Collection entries

● ● ● ● ●

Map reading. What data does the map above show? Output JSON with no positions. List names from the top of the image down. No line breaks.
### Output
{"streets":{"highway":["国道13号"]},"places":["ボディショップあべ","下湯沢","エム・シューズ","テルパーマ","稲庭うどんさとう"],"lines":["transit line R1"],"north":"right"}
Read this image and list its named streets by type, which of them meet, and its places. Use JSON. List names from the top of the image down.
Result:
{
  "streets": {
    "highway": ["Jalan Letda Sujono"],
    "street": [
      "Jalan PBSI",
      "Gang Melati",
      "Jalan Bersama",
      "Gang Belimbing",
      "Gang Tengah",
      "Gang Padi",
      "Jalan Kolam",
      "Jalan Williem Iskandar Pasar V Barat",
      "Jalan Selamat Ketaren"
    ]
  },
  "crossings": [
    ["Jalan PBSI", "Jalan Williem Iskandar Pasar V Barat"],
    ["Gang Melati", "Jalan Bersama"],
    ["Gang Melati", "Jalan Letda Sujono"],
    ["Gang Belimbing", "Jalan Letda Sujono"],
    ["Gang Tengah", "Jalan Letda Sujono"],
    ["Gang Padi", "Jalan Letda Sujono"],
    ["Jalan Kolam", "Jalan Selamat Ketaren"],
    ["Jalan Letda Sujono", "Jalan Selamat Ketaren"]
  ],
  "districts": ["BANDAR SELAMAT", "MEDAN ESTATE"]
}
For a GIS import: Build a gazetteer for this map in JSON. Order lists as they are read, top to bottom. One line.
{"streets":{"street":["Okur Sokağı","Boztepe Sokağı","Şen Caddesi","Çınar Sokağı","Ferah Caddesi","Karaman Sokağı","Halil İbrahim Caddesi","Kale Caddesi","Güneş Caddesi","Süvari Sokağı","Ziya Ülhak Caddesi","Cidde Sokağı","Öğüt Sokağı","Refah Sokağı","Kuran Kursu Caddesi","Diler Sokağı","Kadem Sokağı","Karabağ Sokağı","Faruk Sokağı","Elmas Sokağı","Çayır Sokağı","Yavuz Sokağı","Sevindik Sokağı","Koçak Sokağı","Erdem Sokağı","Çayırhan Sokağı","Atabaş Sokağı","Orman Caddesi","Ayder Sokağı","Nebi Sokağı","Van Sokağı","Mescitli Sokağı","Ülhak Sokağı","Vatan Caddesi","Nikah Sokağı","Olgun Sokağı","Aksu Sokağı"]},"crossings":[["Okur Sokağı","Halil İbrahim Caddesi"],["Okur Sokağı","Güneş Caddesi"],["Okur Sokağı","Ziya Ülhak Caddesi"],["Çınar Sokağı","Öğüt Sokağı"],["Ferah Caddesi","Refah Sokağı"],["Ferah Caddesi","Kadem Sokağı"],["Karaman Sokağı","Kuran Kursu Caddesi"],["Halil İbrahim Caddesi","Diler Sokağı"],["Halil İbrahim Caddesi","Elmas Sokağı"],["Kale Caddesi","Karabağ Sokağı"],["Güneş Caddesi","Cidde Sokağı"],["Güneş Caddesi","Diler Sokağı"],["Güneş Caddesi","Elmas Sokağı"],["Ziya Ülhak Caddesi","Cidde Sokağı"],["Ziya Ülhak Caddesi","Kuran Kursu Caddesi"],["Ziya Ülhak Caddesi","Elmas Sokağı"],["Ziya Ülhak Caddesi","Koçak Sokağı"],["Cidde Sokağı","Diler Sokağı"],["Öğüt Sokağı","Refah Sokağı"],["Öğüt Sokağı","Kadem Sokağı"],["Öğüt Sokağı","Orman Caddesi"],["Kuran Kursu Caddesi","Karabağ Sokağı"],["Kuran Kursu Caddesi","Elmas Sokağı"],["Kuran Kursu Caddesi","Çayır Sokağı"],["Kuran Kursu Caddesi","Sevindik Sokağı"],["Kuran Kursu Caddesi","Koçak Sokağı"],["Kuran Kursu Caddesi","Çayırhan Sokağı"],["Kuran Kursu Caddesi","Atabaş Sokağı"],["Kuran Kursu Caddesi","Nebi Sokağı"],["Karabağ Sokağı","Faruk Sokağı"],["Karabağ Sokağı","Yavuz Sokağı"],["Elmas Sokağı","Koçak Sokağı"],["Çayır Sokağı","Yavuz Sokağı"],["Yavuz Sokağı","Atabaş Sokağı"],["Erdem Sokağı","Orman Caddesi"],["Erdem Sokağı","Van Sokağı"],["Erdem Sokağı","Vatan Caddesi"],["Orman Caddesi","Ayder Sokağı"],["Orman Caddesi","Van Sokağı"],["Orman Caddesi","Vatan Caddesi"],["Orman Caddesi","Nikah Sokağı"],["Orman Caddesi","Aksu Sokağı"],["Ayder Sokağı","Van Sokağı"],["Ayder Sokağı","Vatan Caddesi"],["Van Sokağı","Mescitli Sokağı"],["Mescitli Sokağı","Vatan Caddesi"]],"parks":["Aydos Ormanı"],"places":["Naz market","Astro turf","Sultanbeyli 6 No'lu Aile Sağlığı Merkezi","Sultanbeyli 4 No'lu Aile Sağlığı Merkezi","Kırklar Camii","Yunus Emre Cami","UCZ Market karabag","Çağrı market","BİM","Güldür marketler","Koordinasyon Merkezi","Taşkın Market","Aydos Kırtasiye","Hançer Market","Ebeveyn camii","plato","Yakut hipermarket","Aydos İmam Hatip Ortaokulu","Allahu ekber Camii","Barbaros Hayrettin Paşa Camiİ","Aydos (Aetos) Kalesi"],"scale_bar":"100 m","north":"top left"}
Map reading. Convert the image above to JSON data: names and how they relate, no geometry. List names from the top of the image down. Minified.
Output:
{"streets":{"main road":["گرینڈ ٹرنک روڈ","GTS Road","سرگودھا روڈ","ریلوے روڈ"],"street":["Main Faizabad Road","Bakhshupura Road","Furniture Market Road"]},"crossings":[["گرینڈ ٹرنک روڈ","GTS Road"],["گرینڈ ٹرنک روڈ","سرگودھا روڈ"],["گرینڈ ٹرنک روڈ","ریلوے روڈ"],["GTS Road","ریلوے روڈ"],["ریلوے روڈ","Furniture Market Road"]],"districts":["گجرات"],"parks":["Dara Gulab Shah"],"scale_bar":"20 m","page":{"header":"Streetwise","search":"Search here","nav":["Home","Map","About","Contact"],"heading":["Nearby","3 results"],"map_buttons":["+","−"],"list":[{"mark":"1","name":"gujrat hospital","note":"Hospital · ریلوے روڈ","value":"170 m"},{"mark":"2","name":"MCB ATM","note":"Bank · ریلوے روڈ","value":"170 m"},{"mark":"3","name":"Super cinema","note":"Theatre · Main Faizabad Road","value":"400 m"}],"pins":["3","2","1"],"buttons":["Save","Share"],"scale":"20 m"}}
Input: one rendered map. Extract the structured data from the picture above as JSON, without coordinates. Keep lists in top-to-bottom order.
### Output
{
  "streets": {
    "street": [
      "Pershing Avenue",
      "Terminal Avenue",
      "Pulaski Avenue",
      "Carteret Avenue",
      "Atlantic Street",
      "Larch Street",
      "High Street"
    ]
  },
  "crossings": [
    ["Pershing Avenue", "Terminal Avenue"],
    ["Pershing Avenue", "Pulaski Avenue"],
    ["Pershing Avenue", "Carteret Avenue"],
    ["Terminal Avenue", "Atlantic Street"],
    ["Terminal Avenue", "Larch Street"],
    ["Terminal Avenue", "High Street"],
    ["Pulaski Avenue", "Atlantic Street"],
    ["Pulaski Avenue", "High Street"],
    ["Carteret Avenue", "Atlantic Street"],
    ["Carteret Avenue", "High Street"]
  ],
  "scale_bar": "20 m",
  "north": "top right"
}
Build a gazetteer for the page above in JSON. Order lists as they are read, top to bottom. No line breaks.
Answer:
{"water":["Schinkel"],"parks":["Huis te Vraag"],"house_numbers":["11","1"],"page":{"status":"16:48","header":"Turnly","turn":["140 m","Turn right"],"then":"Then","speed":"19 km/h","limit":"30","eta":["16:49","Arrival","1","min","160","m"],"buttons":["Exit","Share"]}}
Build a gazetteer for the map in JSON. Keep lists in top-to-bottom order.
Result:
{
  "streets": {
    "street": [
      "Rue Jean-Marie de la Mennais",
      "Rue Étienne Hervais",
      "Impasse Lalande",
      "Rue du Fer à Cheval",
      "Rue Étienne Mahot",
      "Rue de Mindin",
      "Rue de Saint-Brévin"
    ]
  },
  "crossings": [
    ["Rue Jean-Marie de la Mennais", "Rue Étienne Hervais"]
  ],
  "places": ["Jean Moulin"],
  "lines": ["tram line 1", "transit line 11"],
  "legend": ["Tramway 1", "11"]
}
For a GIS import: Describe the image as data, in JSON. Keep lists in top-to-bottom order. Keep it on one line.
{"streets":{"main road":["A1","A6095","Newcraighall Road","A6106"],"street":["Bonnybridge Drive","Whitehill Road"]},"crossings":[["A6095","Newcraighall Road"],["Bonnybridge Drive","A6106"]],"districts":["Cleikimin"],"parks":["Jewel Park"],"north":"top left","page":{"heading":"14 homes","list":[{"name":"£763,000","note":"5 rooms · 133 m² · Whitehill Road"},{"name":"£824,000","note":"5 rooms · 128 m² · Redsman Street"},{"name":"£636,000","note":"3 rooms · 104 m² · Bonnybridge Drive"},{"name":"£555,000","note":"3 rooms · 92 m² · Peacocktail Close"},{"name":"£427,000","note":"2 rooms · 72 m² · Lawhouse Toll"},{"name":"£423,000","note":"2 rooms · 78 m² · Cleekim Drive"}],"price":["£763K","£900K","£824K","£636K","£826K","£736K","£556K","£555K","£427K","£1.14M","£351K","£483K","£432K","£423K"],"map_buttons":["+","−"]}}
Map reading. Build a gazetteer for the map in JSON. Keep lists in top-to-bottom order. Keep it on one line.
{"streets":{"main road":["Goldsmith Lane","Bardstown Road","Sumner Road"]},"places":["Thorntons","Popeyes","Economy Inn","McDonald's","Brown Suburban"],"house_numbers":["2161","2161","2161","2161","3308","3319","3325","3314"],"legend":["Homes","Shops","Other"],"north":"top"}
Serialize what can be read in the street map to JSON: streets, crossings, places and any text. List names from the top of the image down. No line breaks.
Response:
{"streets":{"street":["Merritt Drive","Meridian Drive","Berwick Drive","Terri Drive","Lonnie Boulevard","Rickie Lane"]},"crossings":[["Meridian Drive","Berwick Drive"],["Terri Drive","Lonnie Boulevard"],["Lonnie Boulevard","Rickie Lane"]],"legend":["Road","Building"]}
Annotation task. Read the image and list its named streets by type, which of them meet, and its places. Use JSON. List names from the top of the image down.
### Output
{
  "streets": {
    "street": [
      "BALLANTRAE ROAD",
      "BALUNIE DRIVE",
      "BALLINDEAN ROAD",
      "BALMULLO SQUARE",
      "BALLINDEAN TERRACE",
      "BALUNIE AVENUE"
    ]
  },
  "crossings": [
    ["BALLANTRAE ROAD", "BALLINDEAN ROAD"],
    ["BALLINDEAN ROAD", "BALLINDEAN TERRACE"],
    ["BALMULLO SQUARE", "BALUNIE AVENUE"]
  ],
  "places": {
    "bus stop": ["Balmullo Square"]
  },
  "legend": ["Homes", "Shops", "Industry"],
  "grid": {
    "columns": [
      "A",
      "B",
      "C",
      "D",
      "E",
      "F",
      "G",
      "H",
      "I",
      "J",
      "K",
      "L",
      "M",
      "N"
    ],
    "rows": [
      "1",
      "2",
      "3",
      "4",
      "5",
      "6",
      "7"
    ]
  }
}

● ● ● ● ●

* **What you have to do**
Copy out the entries above exactly as given, starting at the top and ending with the line containing "Read this image"; include both and nothing more.

* **Result**
Map reading. What data does the map above show? Output JSON with no positions. List names from the top of the image down. No line breaks.
### Output
{"streets":{"highway":["国道13号"]},"places":["ボディショップあべ","下湯沢","エム・シューズ","テルパーマ","稲庭うどんさとう"],"lines":["transit line R1"],"north":"right"}
Read this image and list its named streets by type, which of them meet, and its places. Use JSON. List names from the top of the image down.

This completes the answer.